Image Fusion Implementation Using Laplacian Pyramid

Resource Overview

This source code implements image fusion based on Laplacian pyramid decomposition, featuring multi-scale image processing and detail preservation algorithms.

Detailed Documentation

This source program implements image fusion through Laplacian pyramid decomposition. Image fusion combines two or more images into a single composite image that highlights key elements or features from different source images. The Laplacian pyramid approach enables superior detail and texture preservation during the fusion process by decomposing images into multiple frequency bands. This technique finds extensive applications in computer vision and image processing domains, including image blending, panoramic stitching, and multi-exposure image composition.
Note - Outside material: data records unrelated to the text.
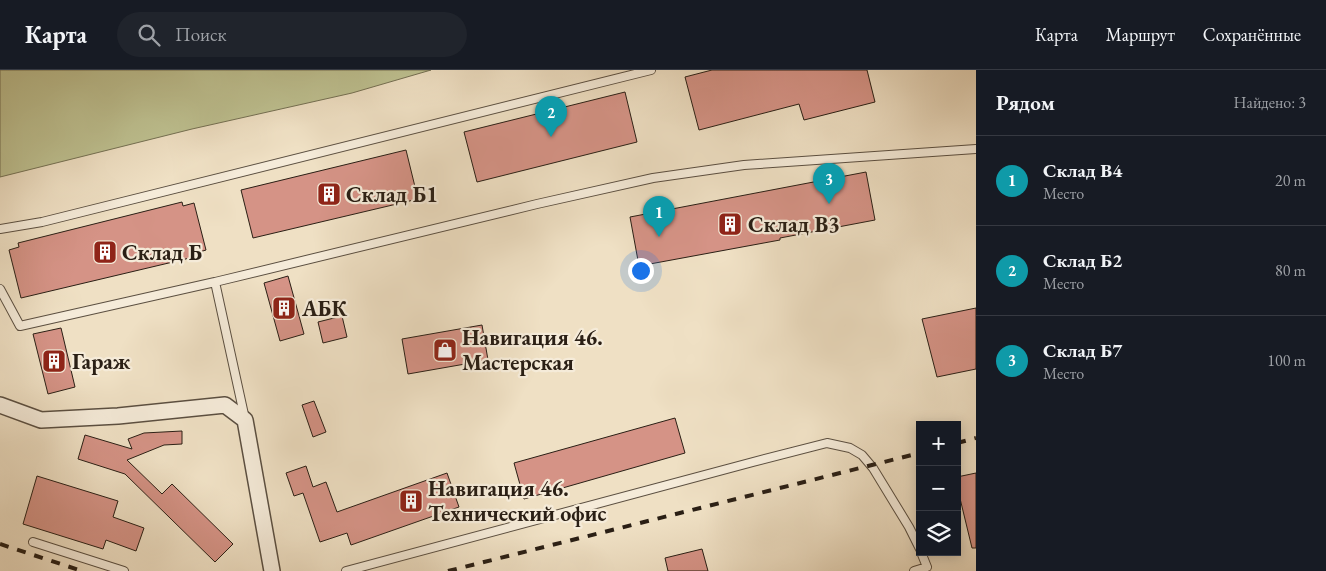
<!DOCTYPE html>
<html lang="ru">
<head>
<meta charset="utf-8">
<style>
  :root { --surface:#171b24; --page:#20242c; --text:#f1f3f6; --muted:#9ea1a6; --line:#363941; --accent:#1a73e8 }
  body { margin:0; font-family:"EB Garamond",serif; background:var(--page); color:var(--text) }
  .controls { position:absolute; right:15px; bottom:15px; display:grid; overflow:hidden; border-radius:0px; box-shadow:0 2px 12px #0003 }
  .controls button { width:45px; height:45px; display:grid; place-items:center; padding:0; border:0; border-bottom:1px solid var(--line); background:var(--surface); color:var(--text); font:25px sans-serif }
  .you { position:absolute; left:640px; top:200px; width:18px; height:18px; margin:-12px; border:4px solid #fff; border-radius:50%; background:#1a73e8; box-shadow:0 0 0 8px #1a73e833 }
  .badge { display:grid; place-items:center; width:32px; height:32px; border-radius:50%; background:var(--accent); color:#fff; font-size:16px; font-weight:700 }
  .pin { position:absolute; translate:-50% -41px; filter:drop-shadow(0 1px 2px #0008) }
  .pin::after { content:''; position:absolute; top:26px; width:18px; height:15px; background:inherit; clip-path:polygon(0 0,100% 0,50% 100%) }
  .list { margin:0; padding:0; list-style:none }
  h2 { display:flex; justify-content:space-between; align-items:center; height:65px; margin:0; padding:0 20px; font-size:21px }
  h2 small { font-size:16px; font-weight:400; color:var(--muted) }
  .list li { display:grid; grid-template-columns:32px 1fr auto; gap:15px; align-items:center; box-sizing:border-box; height:90px; padding:0 20px; border-top:1px solid var(--line) }
  .list b { display:block; font-size:19px; white-space:nowrap }
  .list p { margin:0; font-size:16px; white-space:nowrap; color:var(--muted) }
  .list em { font-size:16px; font-style:normal; color:var(--muted) }
  .icon { flex:none; width:28px; height:28px; fill:none; stroke:currentColor; stroke-width:2; stroke-linecap:round; stroke-linejoin:round }
  .map { position:relative; flex:none; width:976px; height:501px; overflow:hidden }
  header { display:flex; align-items:center; gap:30px; box-sizing:border-box; height:70px; padding:0 25px; background:var(--surface); border-bottom:1px solid var(--line) }
  header strong { font-size:24px }
  nav { display:flex; gap:28px; margin-inline-start:auto; font-size:18px }
  .search { width:350px; height:45px; background:var(--page); display:flex; align-items:center; gap:12px; box-sizing:border-box; padding:0 18px; border-radius:28px; color:var(--muted); font-size:19px }
  main { display:flex }
  aside { flex:1; background:var(--surface) }
  .map>svg:first-child { display:block }
  .green { fill:#bec191; stroke:#747053 }
  .building { fill:#d59386; stroke:#2a1f15 }
  .lines { fill:none; stroke-linecap:round; stroke-linejoin:round }
  .lane-casing { stroke:#5b4f41; stroke-width:10 }
  .street-casing { stroke:#5b4f41; stroke-width:18 }
  .lane { stroke:#f5ebd9; stroke-width:8 }
  .street { stroke:#f5ebd9; stroke-width:15 }
  .rail { stroke:#2a1f15; stroke-width:4; stroke-dasharray:9 9; stroke-linecap:butt }
  .labels { text-anchor:middle; stroke-width:4.5; stroke-linejoin:round; paint-order:stroke }
  .poi-label { font-size:22px; font-weight:bold; fill:#2a1f15; stroke:#f5ebd9; text-anchor:start }
</style>
</head>
<body>
<header>
<strong>Карта</strong>
<div class="search"><svg class="icon" aria-label="search" viewBox="0 0 24 24"><circle cx="10" cy="10" r="6"/><path d="M15 15l6 6"/></svg>Поиск</div>
<nav><a>Карта</a><a>Маршрут</a><a>Сохранённые</a></nav>
</header>
<main>
<div class="map">
<svg width="976" height="501" viewBox="0 0 976 501">
  <rect width="100%" height="100%" fill="#efe0c4"/>
  <filter id="stains"><feTurbulence type="fractalNoise" baseFrequency=".004" numOctaves="4"/><feColorMatrix values="0 0 0 0 .2 0 0 0 0 .09 0 0 0 0 .02 0 0 0 .5 -.17"/></filter>
  <radialGradient id="worn" r=".72"><stop offset=".6" stop-color="#630" stop-opacity="0"/><stop offset="1" stop-color="#630" stop-opacity=".3"/></radialGradient>
  <!-- green -->
  <path class="green" d="M0 0H431L352 23 192 59 0 107Z"/>
  <!-- building -->
  <path class="building" d="M712 0H867L875 32 804 50 799 34 699 60 685 7Z
    M625 22 637 72 477 112 464 62Z
    M406 80 418 129 253 168 241 120Z
    M866 102 875 150 780 168V170L639 196 630 147Z
    M182 132 183 136 194 133 206 180 193 184 194 187 21 228 9 180 19 177 18 173Z
    M288 206 304 264 280 271 264 213Z
    M976 238V299L937 307 922 249Z
    M342 246 347 267 323 273 318 252Z
    M482 255 488 290 408 304 402 269Z
    M61 258 75 317 48 324 33 264Z
    M314 331 326 362 313 367 302 335Z
    M675 348 685 383 524 429 514 393Z
    M182 361V374L164 375 127 390 162 424 172 414 233 474 215 492 125 404 78 389 85 365 132 379 128 369 144 363Z
    M306 396 313 417 326 412 337 442 447 403 459 437 351 475 347 463 320 472 303 423 294 426 286 403Z
    M976 403V478H972L957 416V407Z
    M37 406 118 431 113 447 144 458 136 481 106 470 103 479 23 454Z
    M702 479 708 501H668L665 488Z"/>
  <g class="lines">
    <!-- lane casing -->
    <g class="lane-casing">
      <path id="lane" d="M0 159 42 152 651 0
        M0 219 20 256 215 212
        M245 349 215 212 537 134 653 108 744 95 976 79
        M33 472 124 501
        M346 501 753 392 827 373 850 378 862 385 873 398 909 457 920 479
        M914 501 927 497 921 482"/>
    </g>
    <!-- street casing -->
    <g class="street-casing">
      <path id="street" d="M0 335 41 350 118 346 225 335 245 350 272 501"/>
    </g>
    <!-- lane -->
    <use href="#lane" class="lane"/>
    <!-- street -->
    <use href="#street" class="street"/>
    <!-- rail -->
    <path class="rail" d="M957 373 976 368
      M0 474 82 501
      M448 501 920 383"/>
  </g>
  <!-- icons -->
  <defs>
    <g id="building-square" transform="scale(1.25)"><rect x="-9" y="-9" width="18" height="18" rx="4" fill="#8f2418" stroke="#f5ebd9"/><path d="M-4-6H4V6H1V3H-1V6H-4ZM-2.5-4.3h1.7v1.8h-1.7ZM.8-4.3h1.7v1.8H.8ZM-2.5-1h1.7V.8h-1.7ZM.8-1h1.7V.8H.8Z" fill="#fff"/></g>
    <g id="shop-square" transform="scale(1.25)"><rect x="-9" y="-9" width="18" height="18" rx="4" fill="#8f2418" stroke="#f5ebd9"/><path d="M-5-2.5h2.3a2.7 3.5 0 0 1 5.4 0H5L5.5 6h-11ZM-1.5-2.5h3a1.5 2.3 0 0 0-3 0Z" fill="#fff"/></g>
  </defs>
  <g fill-rule="evenodd">
    <use href="#building-square" x="329" y="124"/>
    <use href="#building-square" x="730" y="154"/>
    <use href="#building-square" x="105" y="182"/>
    <use href="#building-square" x="284" y="238"/>
    <use href="#shop-square" x="445" y="280"/>
    <use href="#building-square" x="54" y="291"/>
    <use href="#building-square" x="411" y="431"/>
  </g>
  <g class="labels">
    <!-- poi labels -->
    <g class="poi-label">
      <text x="346" y="132">Склад Б1</text>
      <text x="748" y="162">Склад В3</text>
      <text x="122" y="190">Склад Б</text>
      <text x="302" y="246">АБК</text>
      <text x="462" y="275">Навигация 46.<tspan x="462" dy="25">Мастерская</tspan></text>
      <text x="72" y="299">Гараж</text>
      <text x="428" y="426">Навигация 46.<tspan x="428" dy="25">Технический офис</tspan></text>
    </g>
  </g>
  <rect width="100%" height="100%" filter="url(#stains)"/>
  <rect width="100%" height="100%" fill="url(#worn)"/>
</svg>
<div class="controls">
<button>+</button>
<button>−</button>
<button><svg class="icon" aria-label="layers" viewBox="0 0 24 24"><path d="M12 4l9 5-9 5-9-5zM3 14l9 5 9-5"/></svg></button>
</div>
<div class="you"></div>
<div class="pin badge" style="left:659px;top:167px;background:#0f9aa8">1</div>
<div class="pin badge" style="left:551px;top:67px;background:#0f9aa8">2</div>
<div class="pin badge" style="left:829px;top:134px;background:#0f9aa8">3</div>
</div>
<aside>
<h2>Рядом<small>Найдено: 3</small></h2>
<ul class="list">
<li><span class="badge" style="background:#0f9aa8">1</span><div><b>Склад В4</b><p>Место</p></div><em>20 m</em></li>
<li><span class="badge" style="background:#0f9aa8">2</span><div><b>Склад Б2</b><p>Место</p></div><em>80 m</em></li>
<li><span class="badge" style="background:#0f9aa8">3</span><div><b>Склад Б7</b><p>Место</p></div><em>100 m</em></li>
</ul>
</aside>
</main>
</body>
</html>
The implementation typically involves these key steps: 1) Constructing Gaussian pyramids for each input image through iterative downsampling 2) Building Laplacian pyramids by calculating differences between successive Gaussian levels 3) Fusing corresponding pyramid levels using weighted averaging or maximum selection algorithms 4) Reconstructing the final image through pyramid collapse from the fused Laplacian pyramid Key functions include pyramid generation using cv2.pyrDown()/pyrUp() operations, fusion rule implementation for different pyramid levels, and image reconstruction through Laplacian pyramid collapse. This program provides an efficient framework for Laplacian-based image fusion, offering enhanced flexibility and improved results for various image processing tasks.